### THE PROBLEM:
Scan the data below for the string "controls". Copy every line where it appears.

[Stored data entries]
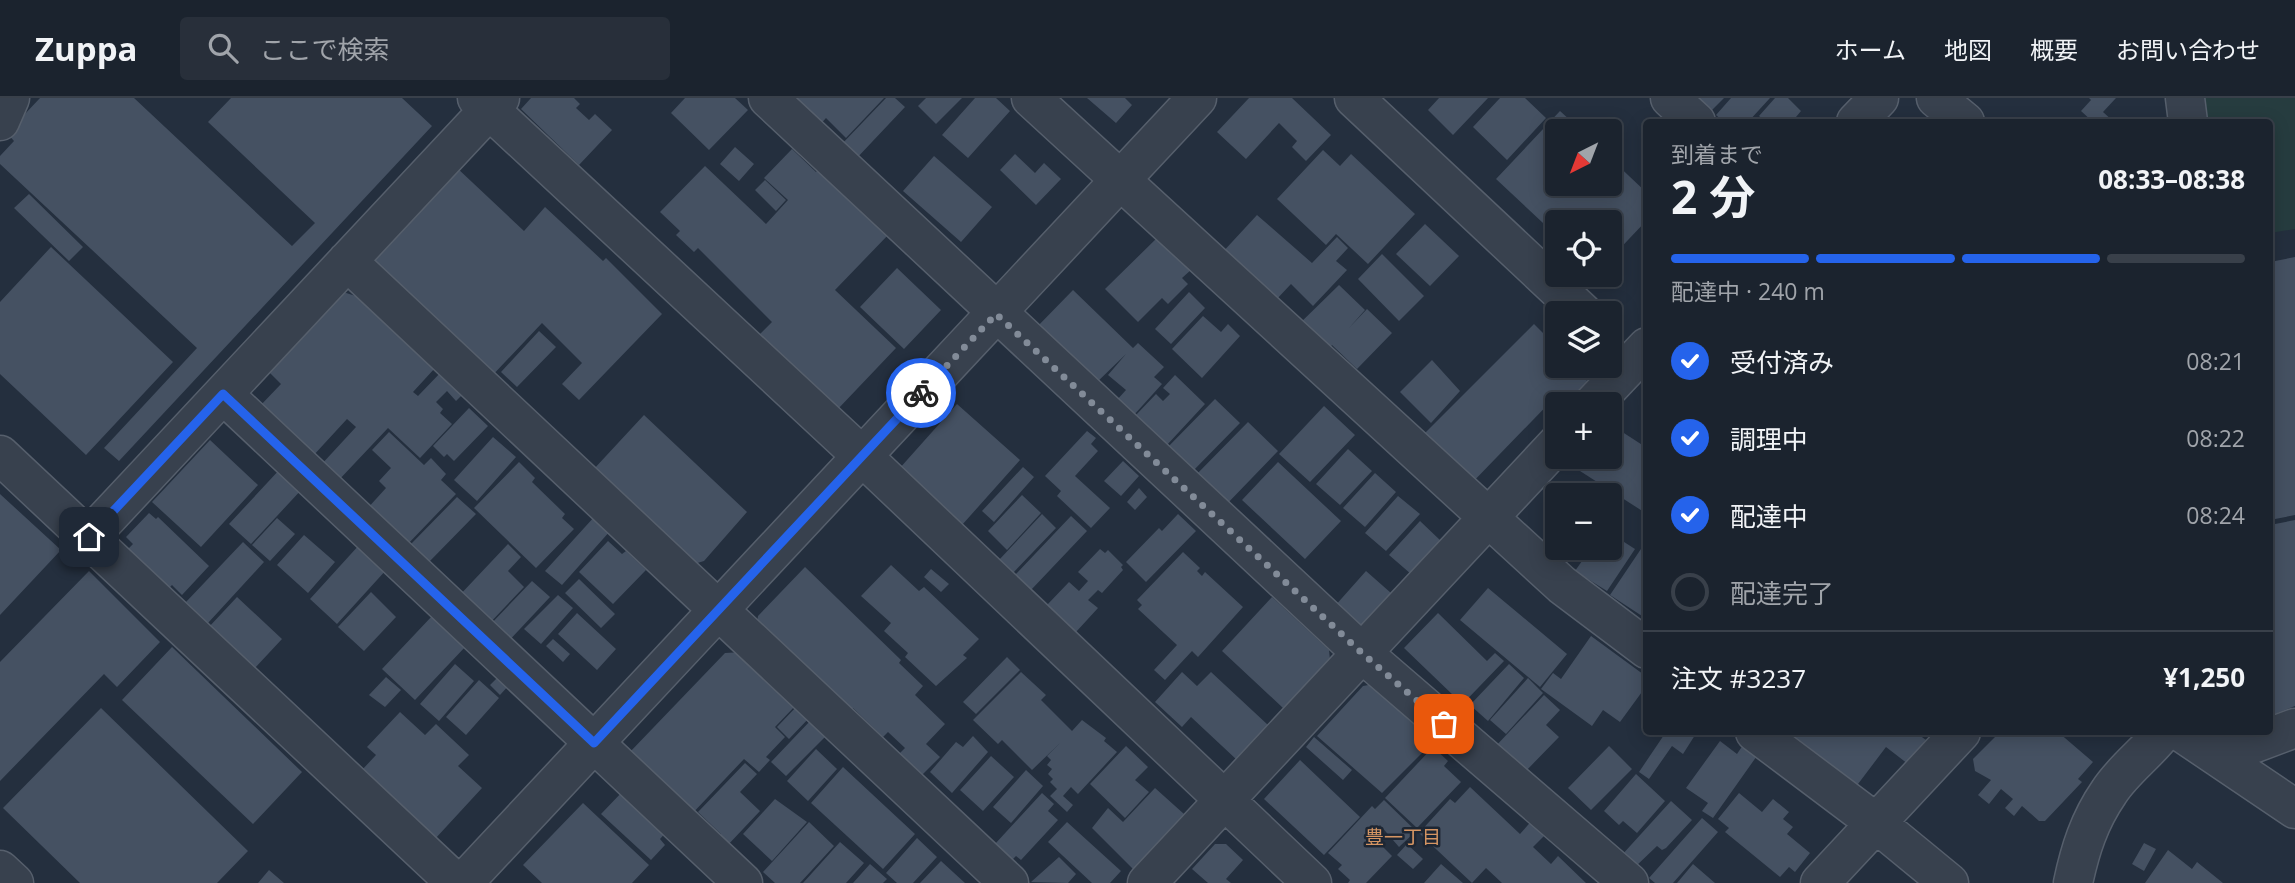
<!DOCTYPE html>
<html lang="ja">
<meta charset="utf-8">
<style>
:root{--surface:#1b232e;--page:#282f3a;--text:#f1f3f6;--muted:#a0a4aa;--line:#39404a;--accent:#2563eb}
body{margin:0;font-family:"Open Sans","Noto Sans JP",sans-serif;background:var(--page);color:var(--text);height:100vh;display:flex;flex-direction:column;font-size:26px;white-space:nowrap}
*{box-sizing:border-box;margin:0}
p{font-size:23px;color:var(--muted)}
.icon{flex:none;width:38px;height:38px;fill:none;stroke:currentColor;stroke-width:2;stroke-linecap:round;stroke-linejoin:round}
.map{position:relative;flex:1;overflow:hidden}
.panel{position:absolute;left:1643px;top:21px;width:630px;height:616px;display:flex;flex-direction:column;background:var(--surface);border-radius:7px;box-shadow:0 4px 18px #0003,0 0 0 2px var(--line)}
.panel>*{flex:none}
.needle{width:46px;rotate:222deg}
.controls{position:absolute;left:1545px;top:21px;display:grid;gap:14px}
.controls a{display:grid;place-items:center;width:77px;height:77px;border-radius:7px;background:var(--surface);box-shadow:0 4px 18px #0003,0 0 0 2px var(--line);font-size:35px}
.pin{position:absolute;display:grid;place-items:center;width:60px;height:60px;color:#fff;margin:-30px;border-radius:14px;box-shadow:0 4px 10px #0006}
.courier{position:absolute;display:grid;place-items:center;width:70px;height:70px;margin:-35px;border:5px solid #2563eb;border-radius:50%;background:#fff;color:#222;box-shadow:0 2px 9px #0007}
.head em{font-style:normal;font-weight:700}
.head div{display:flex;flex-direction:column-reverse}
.head{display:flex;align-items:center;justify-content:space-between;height:119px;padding:0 28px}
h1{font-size:46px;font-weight:700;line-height:52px}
.bar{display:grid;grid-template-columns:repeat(4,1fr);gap:10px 7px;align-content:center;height:84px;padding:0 28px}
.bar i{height:9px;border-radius:5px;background:var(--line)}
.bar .active{background:var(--accent)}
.bar p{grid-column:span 4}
.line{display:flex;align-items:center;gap:18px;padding:0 28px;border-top:2px solid var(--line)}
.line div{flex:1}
ol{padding:0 28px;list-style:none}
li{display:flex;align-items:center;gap:21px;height:77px}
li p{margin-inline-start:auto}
li .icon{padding:7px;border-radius:50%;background:var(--accent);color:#fff;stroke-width:4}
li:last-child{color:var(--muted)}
li i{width:38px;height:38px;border:4px solid var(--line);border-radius:50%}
header{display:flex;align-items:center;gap:42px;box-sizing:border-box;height:98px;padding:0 35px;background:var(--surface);border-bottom:2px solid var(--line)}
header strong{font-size:33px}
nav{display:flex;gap:38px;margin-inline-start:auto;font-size:24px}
.search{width:490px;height:63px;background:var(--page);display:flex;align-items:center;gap:18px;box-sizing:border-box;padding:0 24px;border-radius:7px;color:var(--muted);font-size:26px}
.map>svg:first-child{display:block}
.green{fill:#263c3f}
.building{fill:#455162}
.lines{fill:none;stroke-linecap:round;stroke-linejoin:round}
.minor-casing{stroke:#565f6c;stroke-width:41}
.minor{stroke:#38414e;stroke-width:38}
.done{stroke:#828b98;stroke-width:7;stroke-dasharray:0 12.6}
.route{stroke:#2563eb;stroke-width:9}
.labels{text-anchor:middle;stroke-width:5;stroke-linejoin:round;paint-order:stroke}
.neighbourhood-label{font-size:19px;fill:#d59563;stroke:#1d2633}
</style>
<header>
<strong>Zuppa</strong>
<div class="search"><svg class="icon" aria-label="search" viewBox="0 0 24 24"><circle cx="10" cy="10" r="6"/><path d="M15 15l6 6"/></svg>ここで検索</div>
<nav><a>ホーム</a><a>地図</a><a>概要</a><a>お問い合わせ</a></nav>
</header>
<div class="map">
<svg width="2295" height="785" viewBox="0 0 2295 785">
<rect width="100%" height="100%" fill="#242f3e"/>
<path class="green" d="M2202,0H2295V131L2270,135V24H2207Z"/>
<path class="building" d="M40,0H134L292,148L315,125L208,24L231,0H402L432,28L119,363L104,350L197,250L0,66V58L14,43L7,35Z
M531,0H574L580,6L576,10L589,22L595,16L612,32L579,67L521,11Z
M685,0H735L748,12L709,52L671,15Z
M786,0H884L846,40L826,20L817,30Z
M886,0H895L905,9L855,62L840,48Z
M926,0H962L936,26L918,8Z
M975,0H996L1010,13L968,60L942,37Z
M1087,0H1125L1132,7L1116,25Z
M1249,0H1292L1331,37L1306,63L1292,49L1297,43L1279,25L1246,61L1217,34Z
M1439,0H1488L1453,37L1428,12Z
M1500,0H1525L1546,20L1507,62L1473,29Z
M1697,0H1724L1709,15Z
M1731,0H1770L1748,24H1724L1716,17Z
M1775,0H1788L1801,13L1796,19L1802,24H1766L1759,18Z
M2089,0H2116L2103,14L2114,24H2093L2081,13L2091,2Z
M1560,13L1582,33H1558V86H1610V60L1647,95V122L1610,161V124H1558V139L1496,81Z
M735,49L754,66L739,83L720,66Z
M792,51L816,74L820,70L889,136L835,192L896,250L837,312L759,237L772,224L698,150L694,154L676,137L680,133L660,114L705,68L766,126L788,102L764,80Z
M1323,52L1340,68L1351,56L1415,116L1368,166L1336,136L1326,147L1277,101Z
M1015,56L1035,75L1044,65L1061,81L1036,107L1000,72Z
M934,58L992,109L961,144L903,93Z
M456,69L524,133L545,109L603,163L606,160L662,216L579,302L562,286L582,265L542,225L489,281L373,172V159Z
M765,82L786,102L776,113L755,92Z
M29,96L83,149L69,163L14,110Z
M1257,117L1312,165L1337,139L1348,150L1336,163L1347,172L1313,208L1291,186L1275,203L1220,157Z
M1425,126L1459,158L1430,188L1396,156Z
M1159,138L1192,171L1182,180L1188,186L1168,206L1162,200L1138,224L1105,191Z
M51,149L173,264L86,357L0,276V204Z
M1382,156L1424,198L1399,223L1358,181Z
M2295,159V417L2270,422V164Z
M897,170L941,212L904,251L860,209Z
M1339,187L1365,212L1349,230L1367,211L1392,235L1357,271L1332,247L1323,257L1294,231Z
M1073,192L1133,250L1138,245L1164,269L1154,279L1162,286L1133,318L1116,303L1126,292L1108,277L1126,256L1092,289L1034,232Z
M343,194L362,200L435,270L413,294L418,298L443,272L466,293L456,303L447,293L436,304L443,311L440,315L452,326L420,360L388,330L337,384L320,368L356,329L347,321L312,359L259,309L281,286L268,273Z
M1189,194L1205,210L1171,246L1155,231Z
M1203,218L1221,234L1228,226L1240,238L1202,280L1172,251Z
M1534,226L1558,250V268H1576L1585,277L1589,290L1574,305L1561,293L1467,390L1418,342Z
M539,233L556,249L517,289L501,274Z
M1432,262L1460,293L1431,325L1400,294Z
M1175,277L1205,306L1166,348L1135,318L1156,296L1163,303L1170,296L1163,290Z
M1215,301L1240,325L1190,376L1165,352Z
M957,306L1020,362L962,427L899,371Z
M1324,308L1355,337L1310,384L1279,356Z
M469,310L488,328L454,363L447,356L444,359L433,348Z
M644,317L747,414L704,463L694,466L593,372Z
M1248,324L1278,353L1223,410L1192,381Z
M1610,326L1647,350V416L1580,373L1589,359H1610Z
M1087,333L1096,340L1091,346L1098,353L1075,378L1110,410L1091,430L1057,398L1061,393L1045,378Z
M389,334L424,367L431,360L446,376L441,382L456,396L405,449L366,412L386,390L379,383L391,370L372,352Z
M493,339L516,359L477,403L454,382Z
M210,342L258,387L201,449L152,404Z
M1348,351L1372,373L1340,407L1316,386Z
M1123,363L1139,378L1121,398L1104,383Z
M519,364L535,380L532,384L565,416L562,420L574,431L536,470L474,410Z
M1278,364L1341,423L1305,461L1242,402Z
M1023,369L1034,379L994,424L982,413Z
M281,370L303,390L251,446L229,426Z
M1375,375L1396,394L1365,429L1343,410Z
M1139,390L1147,399L1135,412L1127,404Z
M0,396L61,452L0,517Z
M1022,397L1041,415L1007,452L988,433Z
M1398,398L1420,416L1386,453L1365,435Z
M457,399L476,416L429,464L411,446Z
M149,415L156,421L158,419L209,468L182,497L172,487L169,490L127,452L133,446L126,439Z
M1042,416L1056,430L1012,476L998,463Z
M1178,416L1196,433L1146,484L1126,464L1159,430L1162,433Z
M595,418L611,432L562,487L545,473Z
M1071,418L1087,433L1031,492L1015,477Z
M277,420L295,436L270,463L252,447Z
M2295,422V608L2270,618V580L2273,579L2270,561V427Z
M1420,423L1441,443L1411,476L1389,457Z
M1610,435L1635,451L1607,493L1575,473L1591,450H1610Z
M304,437L335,464L308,495L277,467Z
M1647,442V511L1642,518L1610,497Z
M608,443L622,456L626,453L646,472L613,506L579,474Z
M243,444L264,464L208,525L186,504Z
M360,446L387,471L337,526L310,501Z
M508,446L521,459L508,473L524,489L487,528L457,500Z
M1100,451L1105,455L1108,452L1123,467L1121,469L1123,472L1102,495L1098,492L1088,502L1098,510L1076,534L1047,507L1069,484L1079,493L1088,483L1078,474Z
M1183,454L1200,470L1197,473L1202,478L1205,474L1243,509L1198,559L1192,553L1165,582L1154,572L1177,547L1138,511L1142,507L1137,502Z
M891,467L919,493L924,489L979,541L963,557L967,560L936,588L905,559L908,555L884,533L891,525L861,498Z
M805,469L901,562L899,565L923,588L915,597L945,626L926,646L940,659L919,680L897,658L905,650L888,634L883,639L853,610L848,617L756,531L758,518Z
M931,471L949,486L941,494L924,479Z
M89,473L160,544L117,589L104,576L0,683V564Z
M1366,473L1391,495L1358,531L1334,509Z
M579,481L615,516L601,530L565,495Z
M532,483L550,499L506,546L488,529Z
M1488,490L1567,556L1540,589L1460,522Z
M371,494L396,519L364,553L338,529Z
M558,497L573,510L541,546L524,531Z
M237,499L282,541L253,572L208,530Z
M1272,499L1329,552L1330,562L1283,610L1222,553Z
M577,515L616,551L597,572L558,536Z
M1438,515L1487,563L1495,555L1504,563L1452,617L1444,609L1454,598L1404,550Z
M433,517L466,548L415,602L382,571Z
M1591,538L1647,579V587L1620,624L1603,612L1592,628L1541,591L1553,575L1561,581Z
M553,541L570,556L563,564L546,548Z
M172,549L302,674L253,726L122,602Z
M743,554L797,606L775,629L785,639L766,659L770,662L759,674L744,661L689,719L629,655L725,555Z
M1007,559L1020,572L976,616L963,604Z
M455,566L474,583L439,623L420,606Z
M1509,566L1524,580L1488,623L1470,607Z
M1021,574L1046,597L1041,602L1072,633L1082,622L1106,640L1104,643L1117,654L1078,696L1071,689L1063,698L1073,707L1067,714L1050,698L1057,691L1050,684L1053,681L1048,676L1052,671L1047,667L1051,662L1047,658L1060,645L1032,672L1002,642L998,646L973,622Z
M1182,574L1197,588L1211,574L1268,627L1237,662L1191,619L1182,629L1155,604Z
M500,577L510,586L500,597L490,587Z
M386,579L401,592L385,609L369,597Z
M1528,580L1543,595L1506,636L1490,622Z
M479,582L499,600L466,637L446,619Z
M1374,586L1436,641L1382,695L1317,638L1363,588Z
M1544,597L1560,612L1546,627L1559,639L1522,677L1494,650Z
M798,607L810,619L789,641L777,629Z
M101,610L248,753L217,785H80L3,710Z
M400,614L425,637L436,626L469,657L458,668L482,690L435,741L361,673L376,657L367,649Z
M811,622L827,637L786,678L771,664Z
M1666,634H1697L1683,656L1672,648L1649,681L1639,674Z
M1781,634H1915L1926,642L1908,666L1886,649L1855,690Z
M2000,634H2058L2093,664L2078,681L2082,684L2045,723H2039L2022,708L2014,718L2005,710L2013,701L2001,691L1989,706L1978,697L1991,682L1975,673L1973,661Z
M973,638L988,654L952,695L930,674L956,644L963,649Z
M1314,639L1352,672L1343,682L1306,649Z
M1720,643L1737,656L1745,644L1759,655L1713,720L1702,713L1708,705L1686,690Z
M1126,648L1148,669L1135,682L1149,694L1125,720L1090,686Z
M1609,648L1632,671L1591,712L1568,690Z
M1433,649L1448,663L1444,668L1461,684L1417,730L1385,700Z
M816,651L837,671L808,703L787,683Z
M991,658L1014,679L983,713L960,692Z
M1300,662L1360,719L1324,757L1264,701Z
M745,665L757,676L740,694L760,713L726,749L716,741L721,736L698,714Z
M843,669L915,736L883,771L811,705Z
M1026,672L1043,688L1011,725L993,709Z
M1636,676L1665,703L1637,735L1623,723L1619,727L1604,713Z
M1470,689L1520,736L1534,720L1549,733L1533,749L1551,766L1558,758L1586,785H1502L1486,770L1472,785L1419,735L1450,701L1455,705Z
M1155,690L1184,716L1133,771L1092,730L1108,710L1123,724Z
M624,692L667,733L660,741L665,747L651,762L601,716Z
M1042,695L1054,706L1048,713L1058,722L1021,762L1016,758L1012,762L995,746Z
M1739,695L1762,714L1773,701L1789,714L1783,721L1793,729L1787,736L1810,755L1795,774L1789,769L1780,779L1725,734L1729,730L1718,721Z
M775,701L807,724L772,763L743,736Z
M1384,702L1416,733L1399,749L1380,727L1371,737L1392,758L1366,785H1348L1350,782L1338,771L1342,767L1328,755L1372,708L1375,711Z
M1671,703L1692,722L1666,750L1662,752L1657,748L1634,770L1621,758Z
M583,705L649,767L632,785H542L523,767Z
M1702,720L1718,734L1673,785H1655L1649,780Z
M809,724L834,748L800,785H775L763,774Z
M1067,724L1121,773L1110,785H1092L1048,744Z
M917,740L937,759L913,785H897L886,775Z
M840,744L864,765L846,785H803Z
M2144,745L2156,751L2144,773L2132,766Z
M1215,746H1226L1243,762L1226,781L1231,785H1208L1192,771Z
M1407,746L1423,761L1413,771L1397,757Z
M2168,752L2192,771L2197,764L2223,785H2145Z
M1059,759L1076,776L1068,785L1031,784Z
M941,763L965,785H920Z
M870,766L887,781L883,785H853Z
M1441,766L1463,785H1424Z
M1693,766L1715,785H1677Z
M269,772L284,785H258Z"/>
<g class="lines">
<defs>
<path id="minor" d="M477,0L862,358L1312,785
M768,0L1362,555L1629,785
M1031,0L1562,487L1647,551
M1354,0L1583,215
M1670,0L1696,24
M1936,0L1965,24
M2185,0L2188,24
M0,23L10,0
M1856,24L1879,0
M347,163L1009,785
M223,296L743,785
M1593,306L1647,249
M0,357L456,785
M89,439L500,0
M1755,634L1876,725L1949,785
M2181,634L2295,711
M2218,659L2295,630
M0,772L14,785
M463,785L1197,0
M1147,785L1558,345
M1820,785L1961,634
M2073,785C2080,752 2089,723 2109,694C2123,672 2147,655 2163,634"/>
</defs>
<use href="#minor" class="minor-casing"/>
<use href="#minor" class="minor"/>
</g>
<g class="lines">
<path class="done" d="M921,295L996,216L1362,555L1444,626"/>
<path class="route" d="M89,439L223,296L594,645L921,295"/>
</g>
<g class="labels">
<g class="neighbourhood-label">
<text x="1403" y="746">豊一丁目</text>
</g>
</g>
</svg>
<div class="controls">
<a><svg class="needle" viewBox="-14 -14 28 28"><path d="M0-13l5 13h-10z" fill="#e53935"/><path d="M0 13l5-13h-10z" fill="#a0a4aa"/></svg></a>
<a><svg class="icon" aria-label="locate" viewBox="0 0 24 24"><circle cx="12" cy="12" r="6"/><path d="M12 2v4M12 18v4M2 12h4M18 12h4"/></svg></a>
<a><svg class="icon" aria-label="layers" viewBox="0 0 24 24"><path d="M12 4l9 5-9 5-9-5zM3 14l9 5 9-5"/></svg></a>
<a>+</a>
<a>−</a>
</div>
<div class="pin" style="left:1444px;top:626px;background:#ea580c"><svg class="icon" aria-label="bag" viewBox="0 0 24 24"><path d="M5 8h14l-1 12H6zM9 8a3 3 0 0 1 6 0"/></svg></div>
<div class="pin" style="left:89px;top:439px;background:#1f2937"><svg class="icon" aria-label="home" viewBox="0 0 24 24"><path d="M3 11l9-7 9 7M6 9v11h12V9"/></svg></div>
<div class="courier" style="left:921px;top:295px"><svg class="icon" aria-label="bike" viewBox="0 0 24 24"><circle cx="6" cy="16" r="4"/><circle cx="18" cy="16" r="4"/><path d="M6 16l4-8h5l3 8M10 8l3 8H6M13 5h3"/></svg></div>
<section class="panel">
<div class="head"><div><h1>2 分</h1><p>到着まで</p></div><em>08:33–08:38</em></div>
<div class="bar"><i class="active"></i><i class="active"></i><i class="active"></i><i></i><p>配達中 · 240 m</p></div>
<ol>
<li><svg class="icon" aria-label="check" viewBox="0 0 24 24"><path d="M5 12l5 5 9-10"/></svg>受付済み<p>08:21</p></li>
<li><svg class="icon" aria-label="check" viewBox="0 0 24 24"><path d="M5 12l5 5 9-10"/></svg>調理中<p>08:22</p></li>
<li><svg class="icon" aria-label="check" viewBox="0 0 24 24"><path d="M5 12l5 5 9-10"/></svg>配達中<p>08:24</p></li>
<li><i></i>配達完了</li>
</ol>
<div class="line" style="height:91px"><div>注文 #3237</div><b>¥1,250</b></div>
</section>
</div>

### ANSWER TO THIS EXERCISE:
.controls{position:absolute;left:1545px;top:21px;display:grid;gap:14px}
.controls a{display:grid;place-items:center;width:77px;height:77px;border-radius:7px;background:var(--surface);box-shadow:0 4px 18px #0003,0 0 0 2px var(--line);font-size:35px}
<div class="controls">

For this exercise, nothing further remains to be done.